The correct option is C $0,\pm \sqrt{\frac{3}{2}(a^2+b^2+c^2)}$

$\left|\begin{array}{ccc}a-x& c& b\\ c& b-x& a\\ b& a& c-x\end{array}\right|=0\Rightarrow \left|\begin{array}{ccc}a+b+c-x& c& b\\ a+b+c-x& b-x& a\\ a+b+c-x& a& c-x\end{array}\right|=0\Rightarrow x=\sum a=0$ (by hypothesis)
or $1\left\{\right(b-x\left)\right(c-x)-a^2\}-c\{c-x-a\}+b\{a-b+x\}=0$ by expanding the determinant.
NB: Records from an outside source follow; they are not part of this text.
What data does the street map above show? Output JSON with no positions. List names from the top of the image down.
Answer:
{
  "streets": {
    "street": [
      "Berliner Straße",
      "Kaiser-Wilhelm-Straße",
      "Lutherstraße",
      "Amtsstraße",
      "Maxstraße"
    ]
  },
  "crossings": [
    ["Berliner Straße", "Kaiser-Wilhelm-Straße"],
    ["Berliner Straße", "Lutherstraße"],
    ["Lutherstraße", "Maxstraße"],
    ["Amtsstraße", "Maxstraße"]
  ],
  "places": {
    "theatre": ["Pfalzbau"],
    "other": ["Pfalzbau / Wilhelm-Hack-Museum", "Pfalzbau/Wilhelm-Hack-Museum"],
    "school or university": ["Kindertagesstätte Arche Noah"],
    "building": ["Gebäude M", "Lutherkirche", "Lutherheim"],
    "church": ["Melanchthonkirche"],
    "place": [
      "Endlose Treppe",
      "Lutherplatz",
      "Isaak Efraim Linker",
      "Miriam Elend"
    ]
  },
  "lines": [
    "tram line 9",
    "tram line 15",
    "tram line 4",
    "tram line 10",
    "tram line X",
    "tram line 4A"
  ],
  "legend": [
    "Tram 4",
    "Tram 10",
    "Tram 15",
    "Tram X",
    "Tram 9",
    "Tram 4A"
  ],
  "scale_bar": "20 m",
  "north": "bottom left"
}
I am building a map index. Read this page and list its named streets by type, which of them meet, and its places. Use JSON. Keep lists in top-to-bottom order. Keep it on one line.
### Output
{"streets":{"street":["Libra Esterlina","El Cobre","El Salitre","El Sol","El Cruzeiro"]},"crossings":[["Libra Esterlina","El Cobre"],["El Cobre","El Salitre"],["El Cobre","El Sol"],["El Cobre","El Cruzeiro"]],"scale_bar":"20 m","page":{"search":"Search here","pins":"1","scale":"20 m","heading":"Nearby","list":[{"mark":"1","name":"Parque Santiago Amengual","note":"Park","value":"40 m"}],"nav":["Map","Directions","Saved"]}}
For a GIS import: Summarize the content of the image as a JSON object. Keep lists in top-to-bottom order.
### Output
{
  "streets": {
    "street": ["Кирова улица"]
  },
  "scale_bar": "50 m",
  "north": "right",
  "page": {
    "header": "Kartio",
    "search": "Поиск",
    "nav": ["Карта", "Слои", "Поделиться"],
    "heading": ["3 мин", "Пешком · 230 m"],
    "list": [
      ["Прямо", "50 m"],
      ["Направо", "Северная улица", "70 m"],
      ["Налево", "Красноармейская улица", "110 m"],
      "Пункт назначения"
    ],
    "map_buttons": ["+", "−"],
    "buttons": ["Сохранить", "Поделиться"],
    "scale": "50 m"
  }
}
or $x^2-(a^2+b^2+c^2)+(ab+bc+ca)=0$
or $x^2-(\sum a^2)-\frac{1}{2}(\sum a^2)=0\{\begin{array}{c}\because a+b+c=0\Rightarrow (a+b+c{)}^2=0\end{array}\begin{array}{c}\Rightarrow \sum a^2+2\sum ab=0\sum ab=-\frac{1}{2}\sum a^2\end{array}\}orx=\pm \sqrt{\frac{3}{2}\sum a^2}$
$\therefore$ The solution is x= 0 or $\pm \sqrt{\frac{3}{2}\sum a^2}$
Trick : Put a=1, b=-1 and c=0 so that they satisfy the condition a+b+c=0. Now the determinant becomes $\left|\begin{array}{ccc}1-x& 0& -1\\ 0& -1-x& 1\\ -1& 1& -x\end{array}\right|=0\Rightarrow (1-x)\left\{x\right(1+x)-1\}+1(1+x)=0\Rightarrow (1-x)\{x^2+x-1\}+x+1=0\Rightarrow x(x^2-3)=0$
Now putting these in the options, we find that option (c) gives the same values i.e., 0, $\pm \sqrt{3}$.